Every country I go to I find myself surrounded by symbols of South Africa’s success: the DStv in my hotel room, the malls filled with South African shops like Shoprite, Mr Price and Nandos, the big billboard adverts for MTN and Standard Bank. Forget the Chinese in Africa. They just build things and take minerals. It is South Africans who are shaping the way that Africans live their lives. We are a cultural and economic juggernaut that is impossible to stop. We are the African superpower.

It’s not hard to see why this is difficult for other Africans to deal with. Again, it’s just like most of the world’s love-hate relationship with America. Love Hollywood, love MTV, love McDonalds; hate American arrogance, influence, affluence and self-serving foreign policy. There’s a similar dichotomy at play between South Africa and Africa. Love M-net and Debonairs, but hate the power this gives the South African government and the fact that all the profits flow south. Our pre-eminence is even more problematic because many African countries feel that the South African regime owes them big-time for their support during the anti-apartheid struggle.

The reason this is relevant is because South Africa is taking a bold step to formalise its leadership position in Africa. Not content to dominate the airwaves and the balance sheets, South Africa has its eyes on leading continental politics too. This is an area in which we haven’t done all that well recently; there was the debacle of Libya and UN resolution, backing the wrong horse in Côte d’Ivoire, and now the slow unravelling of the South Africa-brokered roadmap for peace in Madagascar. But these wobbles have not deterred President Zuma and our ambitious department for international relations and cooperation (Dirco), who have thrown their full weight behind the candidacy of Nkosazana Dlamini-Zuma for chairwoman of the African Union commission. South African ministers and officials have been feverishly criss-crossing the continent in the last few months trying to drum up support, and Jacob Zuma has spoken personally to almost every head of state.

The elections will between Dlamini-Zuma and incumbent Jean Ping happen on Monday. Ping is a competent diplomat who has made few waves during his tenure. The vote is too close to call, but win or lose, Dlamini-Zuma’s candidacy has already damaged Africa’s standing within the African continent.

Firstly, relations between South Africa and the African Union have been somewhat tense this year, with South Africa tending to go it alone on foreign policy issues rather than toeing the line. This has created a somewhat unfavourable impression in diplomatic circles. “Many people worry that South Africa doesn’t maintain a sustained position on issues. There is a lot of ambivalence towards South Africa’s foreign policy. And not enough direct involvement before in terms of consulting and direct involvement,” Mehari Taddele Maru, head of the African conflict prevention programme at the Institute for Security Studies, told iMaverick. Based in Addis Ababa, he’s one of a very few professional AU watchers. So the suspicion is that a commission led Dlamini-Zuma will be merely a tool for South African foreign policy – Dirco’s Addis Ababa headquarters. The identity of Dlamini-Zuma’s ex-husband doesn’t help (that’s a certain Jacob Zuma). And this suspicion will be almost impossible to refute, no matter how good Dlamini-Zuma would be in the job. It would be more sensible to wait until South African foreign policy has broader support in Africa and assuming a stronger leadership role in the AU would be a natural, welcome development.

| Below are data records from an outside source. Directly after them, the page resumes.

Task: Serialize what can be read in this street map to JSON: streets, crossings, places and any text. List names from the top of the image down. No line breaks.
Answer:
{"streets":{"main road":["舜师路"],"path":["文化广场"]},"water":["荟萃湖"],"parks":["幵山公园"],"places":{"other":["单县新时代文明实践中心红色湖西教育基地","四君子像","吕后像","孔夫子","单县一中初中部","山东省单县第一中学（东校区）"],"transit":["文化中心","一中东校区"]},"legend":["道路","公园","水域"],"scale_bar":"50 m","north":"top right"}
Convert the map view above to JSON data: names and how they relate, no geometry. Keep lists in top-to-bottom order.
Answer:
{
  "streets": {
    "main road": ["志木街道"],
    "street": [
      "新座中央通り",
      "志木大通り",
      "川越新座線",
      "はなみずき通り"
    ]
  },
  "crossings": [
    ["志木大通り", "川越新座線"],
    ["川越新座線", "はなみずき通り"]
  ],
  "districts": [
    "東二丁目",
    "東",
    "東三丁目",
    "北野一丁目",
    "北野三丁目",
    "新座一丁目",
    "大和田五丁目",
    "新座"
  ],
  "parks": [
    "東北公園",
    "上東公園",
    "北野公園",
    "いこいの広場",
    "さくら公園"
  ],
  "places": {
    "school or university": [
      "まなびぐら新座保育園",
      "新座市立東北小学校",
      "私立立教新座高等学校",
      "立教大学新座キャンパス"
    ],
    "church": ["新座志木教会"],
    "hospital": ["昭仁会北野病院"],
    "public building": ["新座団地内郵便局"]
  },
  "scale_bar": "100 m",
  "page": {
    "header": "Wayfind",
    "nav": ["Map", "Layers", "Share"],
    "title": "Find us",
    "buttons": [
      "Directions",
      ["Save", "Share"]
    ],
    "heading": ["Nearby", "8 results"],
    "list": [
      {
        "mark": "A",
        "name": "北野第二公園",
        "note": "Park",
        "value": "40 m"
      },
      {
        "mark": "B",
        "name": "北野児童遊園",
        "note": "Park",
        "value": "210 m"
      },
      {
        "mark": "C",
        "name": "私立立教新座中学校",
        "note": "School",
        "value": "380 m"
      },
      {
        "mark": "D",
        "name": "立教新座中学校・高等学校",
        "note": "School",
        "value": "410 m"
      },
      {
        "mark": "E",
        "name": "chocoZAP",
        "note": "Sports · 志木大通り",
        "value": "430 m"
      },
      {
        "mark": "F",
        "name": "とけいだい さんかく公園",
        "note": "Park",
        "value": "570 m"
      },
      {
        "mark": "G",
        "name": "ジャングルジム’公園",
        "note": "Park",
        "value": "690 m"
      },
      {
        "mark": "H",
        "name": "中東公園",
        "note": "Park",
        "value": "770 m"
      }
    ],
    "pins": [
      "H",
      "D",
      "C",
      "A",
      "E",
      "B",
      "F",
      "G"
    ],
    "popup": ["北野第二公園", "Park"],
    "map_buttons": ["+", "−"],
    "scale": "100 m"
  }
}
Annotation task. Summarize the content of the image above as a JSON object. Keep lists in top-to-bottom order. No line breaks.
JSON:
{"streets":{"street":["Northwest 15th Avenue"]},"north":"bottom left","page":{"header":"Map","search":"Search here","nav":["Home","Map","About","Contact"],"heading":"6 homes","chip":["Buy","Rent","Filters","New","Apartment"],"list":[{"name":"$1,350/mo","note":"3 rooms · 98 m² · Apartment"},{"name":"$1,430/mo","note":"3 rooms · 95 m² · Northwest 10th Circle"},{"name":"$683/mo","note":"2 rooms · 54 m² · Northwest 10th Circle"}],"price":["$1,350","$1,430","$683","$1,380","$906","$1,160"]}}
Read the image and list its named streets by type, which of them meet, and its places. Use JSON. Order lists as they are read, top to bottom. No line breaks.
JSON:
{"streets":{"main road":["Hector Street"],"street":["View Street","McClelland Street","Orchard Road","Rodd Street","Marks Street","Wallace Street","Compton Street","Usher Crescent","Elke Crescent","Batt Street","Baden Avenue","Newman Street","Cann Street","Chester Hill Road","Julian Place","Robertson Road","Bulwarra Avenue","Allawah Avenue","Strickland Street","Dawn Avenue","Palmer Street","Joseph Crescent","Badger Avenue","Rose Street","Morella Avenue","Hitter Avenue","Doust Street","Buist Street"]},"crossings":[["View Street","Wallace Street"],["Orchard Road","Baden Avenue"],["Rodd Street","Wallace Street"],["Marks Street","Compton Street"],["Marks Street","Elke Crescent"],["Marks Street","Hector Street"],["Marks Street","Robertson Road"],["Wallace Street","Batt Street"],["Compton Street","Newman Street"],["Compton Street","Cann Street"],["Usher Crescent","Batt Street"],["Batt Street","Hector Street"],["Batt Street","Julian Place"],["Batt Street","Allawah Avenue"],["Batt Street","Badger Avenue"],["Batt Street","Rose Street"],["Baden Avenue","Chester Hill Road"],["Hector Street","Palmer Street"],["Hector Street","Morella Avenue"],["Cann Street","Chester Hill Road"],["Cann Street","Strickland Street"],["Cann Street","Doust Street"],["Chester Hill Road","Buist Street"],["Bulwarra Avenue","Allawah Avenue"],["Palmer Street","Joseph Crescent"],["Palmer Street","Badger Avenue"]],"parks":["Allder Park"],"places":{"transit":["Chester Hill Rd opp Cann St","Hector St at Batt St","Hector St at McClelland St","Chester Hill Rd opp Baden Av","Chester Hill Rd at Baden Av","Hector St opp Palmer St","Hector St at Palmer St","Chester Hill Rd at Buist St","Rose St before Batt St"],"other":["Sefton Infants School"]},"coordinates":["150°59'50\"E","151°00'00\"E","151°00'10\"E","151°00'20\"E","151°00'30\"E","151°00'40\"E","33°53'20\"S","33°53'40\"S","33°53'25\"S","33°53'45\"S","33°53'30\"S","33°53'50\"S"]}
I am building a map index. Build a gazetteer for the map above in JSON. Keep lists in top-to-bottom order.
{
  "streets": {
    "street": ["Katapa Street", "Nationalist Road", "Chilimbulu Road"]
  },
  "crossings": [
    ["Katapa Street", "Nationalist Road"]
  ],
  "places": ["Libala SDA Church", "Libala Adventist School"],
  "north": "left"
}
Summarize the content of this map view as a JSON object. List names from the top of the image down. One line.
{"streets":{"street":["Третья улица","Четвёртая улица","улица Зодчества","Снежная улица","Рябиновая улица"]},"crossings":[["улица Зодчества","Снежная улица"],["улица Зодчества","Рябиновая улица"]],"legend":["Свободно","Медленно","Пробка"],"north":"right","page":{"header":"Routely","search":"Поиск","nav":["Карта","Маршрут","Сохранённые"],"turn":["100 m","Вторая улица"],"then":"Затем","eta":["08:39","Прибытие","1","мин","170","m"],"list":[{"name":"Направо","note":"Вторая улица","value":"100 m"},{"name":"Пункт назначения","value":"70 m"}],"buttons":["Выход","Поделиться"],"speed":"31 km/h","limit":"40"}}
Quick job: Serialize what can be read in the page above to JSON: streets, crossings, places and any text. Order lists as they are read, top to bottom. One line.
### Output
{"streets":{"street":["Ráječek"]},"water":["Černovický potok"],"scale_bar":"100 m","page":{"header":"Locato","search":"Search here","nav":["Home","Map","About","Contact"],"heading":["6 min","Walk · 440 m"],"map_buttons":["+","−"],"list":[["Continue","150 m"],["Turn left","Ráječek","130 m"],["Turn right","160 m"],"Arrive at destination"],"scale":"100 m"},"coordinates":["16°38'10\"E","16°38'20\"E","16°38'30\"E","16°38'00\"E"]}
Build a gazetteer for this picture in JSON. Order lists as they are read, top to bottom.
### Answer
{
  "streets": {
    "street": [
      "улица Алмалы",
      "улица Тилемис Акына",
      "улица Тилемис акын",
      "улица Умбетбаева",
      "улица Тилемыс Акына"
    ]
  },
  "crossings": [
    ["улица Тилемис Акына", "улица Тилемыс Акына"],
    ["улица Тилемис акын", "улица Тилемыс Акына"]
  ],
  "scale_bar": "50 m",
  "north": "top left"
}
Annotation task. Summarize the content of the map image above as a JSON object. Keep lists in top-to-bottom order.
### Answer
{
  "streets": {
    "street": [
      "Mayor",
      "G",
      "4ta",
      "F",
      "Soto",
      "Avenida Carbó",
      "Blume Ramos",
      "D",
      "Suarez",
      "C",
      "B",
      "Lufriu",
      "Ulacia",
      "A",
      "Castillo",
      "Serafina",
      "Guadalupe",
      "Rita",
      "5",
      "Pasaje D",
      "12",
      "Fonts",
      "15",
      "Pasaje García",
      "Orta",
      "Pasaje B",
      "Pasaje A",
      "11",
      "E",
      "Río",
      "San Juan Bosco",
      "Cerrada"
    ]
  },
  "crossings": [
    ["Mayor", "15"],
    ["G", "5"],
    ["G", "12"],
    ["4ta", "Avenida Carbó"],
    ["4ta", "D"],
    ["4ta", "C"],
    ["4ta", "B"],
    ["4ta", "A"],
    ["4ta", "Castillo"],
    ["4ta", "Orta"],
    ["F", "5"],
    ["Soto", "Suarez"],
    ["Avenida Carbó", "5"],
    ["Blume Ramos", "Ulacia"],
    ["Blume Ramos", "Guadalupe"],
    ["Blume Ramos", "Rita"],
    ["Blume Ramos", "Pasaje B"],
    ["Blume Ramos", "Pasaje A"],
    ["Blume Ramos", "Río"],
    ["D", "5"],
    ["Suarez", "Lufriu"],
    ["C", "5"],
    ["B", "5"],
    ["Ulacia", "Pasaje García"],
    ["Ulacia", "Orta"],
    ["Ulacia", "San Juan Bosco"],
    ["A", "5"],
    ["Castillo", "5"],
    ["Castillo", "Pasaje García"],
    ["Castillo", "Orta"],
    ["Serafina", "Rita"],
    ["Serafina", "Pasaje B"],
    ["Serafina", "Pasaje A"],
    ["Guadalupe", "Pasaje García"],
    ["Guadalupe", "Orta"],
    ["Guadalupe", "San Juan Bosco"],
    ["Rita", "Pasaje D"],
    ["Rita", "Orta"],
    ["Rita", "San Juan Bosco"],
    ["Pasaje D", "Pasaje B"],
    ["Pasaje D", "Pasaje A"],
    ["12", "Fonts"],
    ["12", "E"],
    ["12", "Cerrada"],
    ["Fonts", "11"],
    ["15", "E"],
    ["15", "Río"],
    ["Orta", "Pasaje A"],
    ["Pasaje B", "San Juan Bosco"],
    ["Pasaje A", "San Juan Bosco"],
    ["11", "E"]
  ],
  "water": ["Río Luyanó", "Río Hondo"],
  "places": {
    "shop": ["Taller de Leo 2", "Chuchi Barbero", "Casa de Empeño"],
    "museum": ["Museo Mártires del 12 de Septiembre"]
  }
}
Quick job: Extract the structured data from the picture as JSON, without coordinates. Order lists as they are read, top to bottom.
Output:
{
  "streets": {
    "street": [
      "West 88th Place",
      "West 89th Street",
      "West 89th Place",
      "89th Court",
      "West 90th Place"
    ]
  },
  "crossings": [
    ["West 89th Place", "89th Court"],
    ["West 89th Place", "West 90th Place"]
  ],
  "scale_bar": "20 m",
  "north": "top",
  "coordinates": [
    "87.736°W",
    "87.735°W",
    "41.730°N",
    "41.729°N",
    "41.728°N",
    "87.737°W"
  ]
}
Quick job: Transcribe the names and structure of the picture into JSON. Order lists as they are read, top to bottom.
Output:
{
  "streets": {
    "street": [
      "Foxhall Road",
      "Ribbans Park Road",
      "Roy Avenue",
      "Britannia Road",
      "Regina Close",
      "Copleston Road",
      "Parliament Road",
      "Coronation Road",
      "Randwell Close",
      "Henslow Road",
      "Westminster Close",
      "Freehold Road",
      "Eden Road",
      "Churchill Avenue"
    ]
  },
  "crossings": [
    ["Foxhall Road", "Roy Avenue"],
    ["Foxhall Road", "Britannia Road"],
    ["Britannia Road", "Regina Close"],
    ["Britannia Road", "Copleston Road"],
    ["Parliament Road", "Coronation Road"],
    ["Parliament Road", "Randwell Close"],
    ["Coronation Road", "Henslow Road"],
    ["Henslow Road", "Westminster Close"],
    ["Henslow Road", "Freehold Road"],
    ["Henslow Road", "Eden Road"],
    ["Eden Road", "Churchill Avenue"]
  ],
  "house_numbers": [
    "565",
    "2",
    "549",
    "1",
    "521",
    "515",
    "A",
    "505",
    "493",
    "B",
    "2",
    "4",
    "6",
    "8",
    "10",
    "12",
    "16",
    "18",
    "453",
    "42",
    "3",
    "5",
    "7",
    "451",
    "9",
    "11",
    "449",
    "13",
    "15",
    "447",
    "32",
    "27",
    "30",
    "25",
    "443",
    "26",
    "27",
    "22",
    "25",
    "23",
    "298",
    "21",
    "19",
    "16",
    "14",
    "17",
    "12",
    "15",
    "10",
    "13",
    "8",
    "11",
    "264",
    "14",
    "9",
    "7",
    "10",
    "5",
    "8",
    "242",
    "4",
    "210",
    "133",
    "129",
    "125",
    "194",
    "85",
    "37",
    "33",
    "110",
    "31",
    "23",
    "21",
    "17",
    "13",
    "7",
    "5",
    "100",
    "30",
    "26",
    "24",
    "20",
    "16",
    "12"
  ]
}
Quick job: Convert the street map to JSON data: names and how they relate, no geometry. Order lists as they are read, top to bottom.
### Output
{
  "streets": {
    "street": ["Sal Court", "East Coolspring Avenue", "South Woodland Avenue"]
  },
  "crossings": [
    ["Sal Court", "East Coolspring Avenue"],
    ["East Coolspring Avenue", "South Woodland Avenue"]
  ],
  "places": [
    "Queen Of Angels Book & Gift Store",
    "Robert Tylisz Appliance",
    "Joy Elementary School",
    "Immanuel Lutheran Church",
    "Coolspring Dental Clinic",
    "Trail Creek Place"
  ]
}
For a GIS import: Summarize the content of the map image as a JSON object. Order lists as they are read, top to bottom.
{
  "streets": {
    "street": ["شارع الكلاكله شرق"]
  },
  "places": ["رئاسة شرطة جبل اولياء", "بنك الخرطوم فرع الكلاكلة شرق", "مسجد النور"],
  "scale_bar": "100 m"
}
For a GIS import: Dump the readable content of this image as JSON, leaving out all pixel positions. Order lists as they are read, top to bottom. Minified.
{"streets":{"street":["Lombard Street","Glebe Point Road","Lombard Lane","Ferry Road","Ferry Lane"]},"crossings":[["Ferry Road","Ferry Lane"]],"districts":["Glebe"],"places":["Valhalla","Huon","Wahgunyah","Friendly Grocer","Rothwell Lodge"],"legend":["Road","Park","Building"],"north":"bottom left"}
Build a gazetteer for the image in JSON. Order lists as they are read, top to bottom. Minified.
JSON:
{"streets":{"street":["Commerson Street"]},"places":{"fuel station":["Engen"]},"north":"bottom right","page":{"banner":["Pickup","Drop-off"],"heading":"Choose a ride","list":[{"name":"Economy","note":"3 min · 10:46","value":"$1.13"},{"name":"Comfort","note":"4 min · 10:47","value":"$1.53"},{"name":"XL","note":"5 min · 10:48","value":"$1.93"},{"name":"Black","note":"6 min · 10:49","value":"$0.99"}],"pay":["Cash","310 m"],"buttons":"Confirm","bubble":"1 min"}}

Then there’s the bothersome issue of the unwritten rule. The great problem with unwritten rules is that they are easily broken. In this instance, the unwritten rule is that the chairperson of the AU Commission should always come from a smaller country, precisely to temper the power of the bigger states. South Africa is bulldozing its way through this “agreement”, and it’s unlikely to endear it to anyone. Not to the larger countries who feel justly aggrieved that they observed the rule and didn’t nominate a candidate while South Africa took advantage, nor to the smaller countries who, now that the rule has been effectively voided, will despair of ever being able to get their own candidate into such a prominent position.

The whole thing reeks of South African arrogance, at least from the perspective of other African countries. Not that the arrogance is completely misplaced. We sympathise with Dirco, we really do; South Africa is Africa’s most powerful country, and we clearly have a responsibility (and money) to lead diplomacy on the continent. Dlamini-Zuma as AU Commission chairwoman would be a wonderful position from which to do that. But the timing’s all wrong. We need the rest of Africa on our side before we try to lead them. Having failed to do so, we’re trying to force the matter through, and it’s only going to make Africans like us even less. Pretty soon we’re going to be as popular as America.